___ DATA EXTRACT

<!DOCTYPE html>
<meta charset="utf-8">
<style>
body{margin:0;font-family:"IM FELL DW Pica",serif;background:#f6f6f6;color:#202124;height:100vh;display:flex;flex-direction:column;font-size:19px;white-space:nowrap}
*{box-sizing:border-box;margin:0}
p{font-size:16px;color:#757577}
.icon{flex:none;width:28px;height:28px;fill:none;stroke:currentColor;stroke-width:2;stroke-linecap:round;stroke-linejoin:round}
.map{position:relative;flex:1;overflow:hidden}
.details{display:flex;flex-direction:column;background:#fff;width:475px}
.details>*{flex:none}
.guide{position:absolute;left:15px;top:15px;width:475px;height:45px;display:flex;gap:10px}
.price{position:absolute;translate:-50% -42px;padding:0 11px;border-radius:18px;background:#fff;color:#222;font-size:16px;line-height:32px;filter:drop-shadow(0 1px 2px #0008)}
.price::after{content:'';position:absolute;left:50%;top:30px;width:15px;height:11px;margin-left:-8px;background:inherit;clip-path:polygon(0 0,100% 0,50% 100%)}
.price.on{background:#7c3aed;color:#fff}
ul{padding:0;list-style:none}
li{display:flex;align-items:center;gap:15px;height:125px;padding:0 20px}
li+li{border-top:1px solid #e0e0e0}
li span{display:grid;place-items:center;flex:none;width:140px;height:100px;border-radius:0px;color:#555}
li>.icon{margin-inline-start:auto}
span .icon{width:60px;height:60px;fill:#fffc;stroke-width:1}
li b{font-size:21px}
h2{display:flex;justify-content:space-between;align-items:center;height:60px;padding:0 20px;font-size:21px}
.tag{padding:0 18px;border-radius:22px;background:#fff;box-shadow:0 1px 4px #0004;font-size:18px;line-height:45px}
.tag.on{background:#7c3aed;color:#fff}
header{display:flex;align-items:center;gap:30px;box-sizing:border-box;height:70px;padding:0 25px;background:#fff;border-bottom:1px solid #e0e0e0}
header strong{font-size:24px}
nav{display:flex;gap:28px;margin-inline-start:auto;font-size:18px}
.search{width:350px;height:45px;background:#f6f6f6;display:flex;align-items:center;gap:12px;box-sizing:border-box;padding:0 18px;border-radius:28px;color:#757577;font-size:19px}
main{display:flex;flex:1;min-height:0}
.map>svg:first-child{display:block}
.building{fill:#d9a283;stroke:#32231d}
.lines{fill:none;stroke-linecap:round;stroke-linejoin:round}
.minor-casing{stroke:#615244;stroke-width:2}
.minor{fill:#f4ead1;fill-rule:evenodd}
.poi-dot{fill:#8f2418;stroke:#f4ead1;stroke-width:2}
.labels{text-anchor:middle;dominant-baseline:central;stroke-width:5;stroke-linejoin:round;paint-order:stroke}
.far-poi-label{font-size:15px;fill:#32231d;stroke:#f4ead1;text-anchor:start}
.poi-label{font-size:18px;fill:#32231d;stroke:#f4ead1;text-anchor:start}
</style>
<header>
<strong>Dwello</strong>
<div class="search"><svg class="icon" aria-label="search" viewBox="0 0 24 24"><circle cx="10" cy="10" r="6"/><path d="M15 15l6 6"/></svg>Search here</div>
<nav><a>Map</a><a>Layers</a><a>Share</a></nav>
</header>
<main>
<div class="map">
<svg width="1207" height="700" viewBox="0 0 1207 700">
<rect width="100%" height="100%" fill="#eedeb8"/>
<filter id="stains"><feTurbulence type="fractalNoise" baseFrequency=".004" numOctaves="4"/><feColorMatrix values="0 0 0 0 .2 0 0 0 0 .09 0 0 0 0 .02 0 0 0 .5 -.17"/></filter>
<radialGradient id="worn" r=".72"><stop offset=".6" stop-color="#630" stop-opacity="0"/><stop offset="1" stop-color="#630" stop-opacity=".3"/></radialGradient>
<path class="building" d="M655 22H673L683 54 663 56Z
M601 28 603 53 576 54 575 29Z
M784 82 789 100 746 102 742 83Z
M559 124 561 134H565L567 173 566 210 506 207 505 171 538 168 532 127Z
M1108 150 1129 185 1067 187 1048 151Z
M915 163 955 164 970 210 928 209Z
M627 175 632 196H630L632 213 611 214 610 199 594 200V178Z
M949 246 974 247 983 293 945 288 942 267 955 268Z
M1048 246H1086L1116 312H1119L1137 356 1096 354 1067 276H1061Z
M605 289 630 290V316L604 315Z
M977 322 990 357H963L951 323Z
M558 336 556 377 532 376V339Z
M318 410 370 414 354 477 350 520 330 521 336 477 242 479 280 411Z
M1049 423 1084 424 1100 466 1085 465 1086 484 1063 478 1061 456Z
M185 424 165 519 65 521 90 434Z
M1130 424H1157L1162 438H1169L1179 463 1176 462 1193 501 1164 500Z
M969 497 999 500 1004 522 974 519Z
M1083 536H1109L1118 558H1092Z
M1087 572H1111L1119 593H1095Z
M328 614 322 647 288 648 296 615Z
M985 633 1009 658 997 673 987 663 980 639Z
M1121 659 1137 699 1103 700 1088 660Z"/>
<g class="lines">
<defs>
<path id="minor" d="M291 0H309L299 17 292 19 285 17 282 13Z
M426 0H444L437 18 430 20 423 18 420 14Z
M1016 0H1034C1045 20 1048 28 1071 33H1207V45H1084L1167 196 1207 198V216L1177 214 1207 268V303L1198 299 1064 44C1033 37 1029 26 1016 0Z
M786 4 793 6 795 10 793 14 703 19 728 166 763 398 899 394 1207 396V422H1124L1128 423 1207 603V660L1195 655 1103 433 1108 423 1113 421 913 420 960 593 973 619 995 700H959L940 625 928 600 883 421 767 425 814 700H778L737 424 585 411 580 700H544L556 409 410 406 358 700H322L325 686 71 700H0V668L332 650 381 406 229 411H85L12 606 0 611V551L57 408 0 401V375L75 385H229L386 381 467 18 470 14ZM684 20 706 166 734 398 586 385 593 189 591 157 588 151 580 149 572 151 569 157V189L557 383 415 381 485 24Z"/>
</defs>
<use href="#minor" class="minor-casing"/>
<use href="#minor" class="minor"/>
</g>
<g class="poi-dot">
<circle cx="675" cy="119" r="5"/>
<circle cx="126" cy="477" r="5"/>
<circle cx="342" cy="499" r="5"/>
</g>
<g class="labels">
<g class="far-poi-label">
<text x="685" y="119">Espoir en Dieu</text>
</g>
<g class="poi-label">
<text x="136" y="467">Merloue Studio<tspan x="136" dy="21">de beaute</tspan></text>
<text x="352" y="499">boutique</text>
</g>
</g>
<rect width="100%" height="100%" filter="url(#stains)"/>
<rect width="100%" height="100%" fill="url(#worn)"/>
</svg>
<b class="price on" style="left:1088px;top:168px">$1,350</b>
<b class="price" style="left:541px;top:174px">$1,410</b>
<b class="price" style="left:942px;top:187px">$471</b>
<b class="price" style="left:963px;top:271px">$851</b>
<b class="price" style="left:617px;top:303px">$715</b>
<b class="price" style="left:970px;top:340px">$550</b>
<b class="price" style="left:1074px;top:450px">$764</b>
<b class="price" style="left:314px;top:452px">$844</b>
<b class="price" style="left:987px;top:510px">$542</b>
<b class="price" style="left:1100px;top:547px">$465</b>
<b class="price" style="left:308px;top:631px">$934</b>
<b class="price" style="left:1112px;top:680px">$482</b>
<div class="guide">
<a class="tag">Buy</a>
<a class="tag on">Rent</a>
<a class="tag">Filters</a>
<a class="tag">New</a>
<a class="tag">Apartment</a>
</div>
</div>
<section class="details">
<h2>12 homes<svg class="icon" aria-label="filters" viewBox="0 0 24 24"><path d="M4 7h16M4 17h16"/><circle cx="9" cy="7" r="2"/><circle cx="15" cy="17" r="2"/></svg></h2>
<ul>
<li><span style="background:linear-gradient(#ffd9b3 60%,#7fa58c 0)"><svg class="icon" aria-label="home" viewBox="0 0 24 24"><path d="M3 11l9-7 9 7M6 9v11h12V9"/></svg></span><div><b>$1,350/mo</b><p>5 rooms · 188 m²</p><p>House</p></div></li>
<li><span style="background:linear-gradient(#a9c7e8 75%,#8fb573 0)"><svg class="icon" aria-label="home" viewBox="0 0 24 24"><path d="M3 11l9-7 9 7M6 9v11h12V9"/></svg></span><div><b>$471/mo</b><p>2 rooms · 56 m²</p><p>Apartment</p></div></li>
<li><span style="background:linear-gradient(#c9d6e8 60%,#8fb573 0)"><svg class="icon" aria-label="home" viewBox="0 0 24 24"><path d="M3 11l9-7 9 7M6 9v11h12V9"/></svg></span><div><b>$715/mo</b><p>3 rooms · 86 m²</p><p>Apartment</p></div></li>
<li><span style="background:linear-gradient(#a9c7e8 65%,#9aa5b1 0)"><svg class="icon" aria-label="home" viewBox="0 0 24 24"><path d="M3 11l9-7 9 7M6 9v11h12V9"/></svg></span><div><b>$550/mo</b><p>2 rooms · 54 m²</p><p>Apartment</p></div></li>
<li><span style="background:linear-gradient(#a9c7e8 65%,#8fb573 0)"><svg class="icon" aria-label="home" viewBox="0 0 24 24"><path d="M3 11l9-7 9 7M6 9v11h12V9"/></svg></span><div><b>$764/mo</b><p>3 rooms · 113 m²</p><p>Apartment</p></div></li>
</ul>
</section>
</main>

______

→ **AIM OF THE EXERCISE**: Where the string "minor" appears in a line of the listing, copy that line.

→ **COMPLETED TASK**:
.minor-casing{stroke:#615244;stroke-width:2}
.minor{fill:#f4ead1;fill-rule:evenodd}
<path id="minor" d="M291 0H309L299 17 292 19 285 17 282 13Z
<use href="#minor" class="minor-casing"/>
<use href="#minor" class="minor"/>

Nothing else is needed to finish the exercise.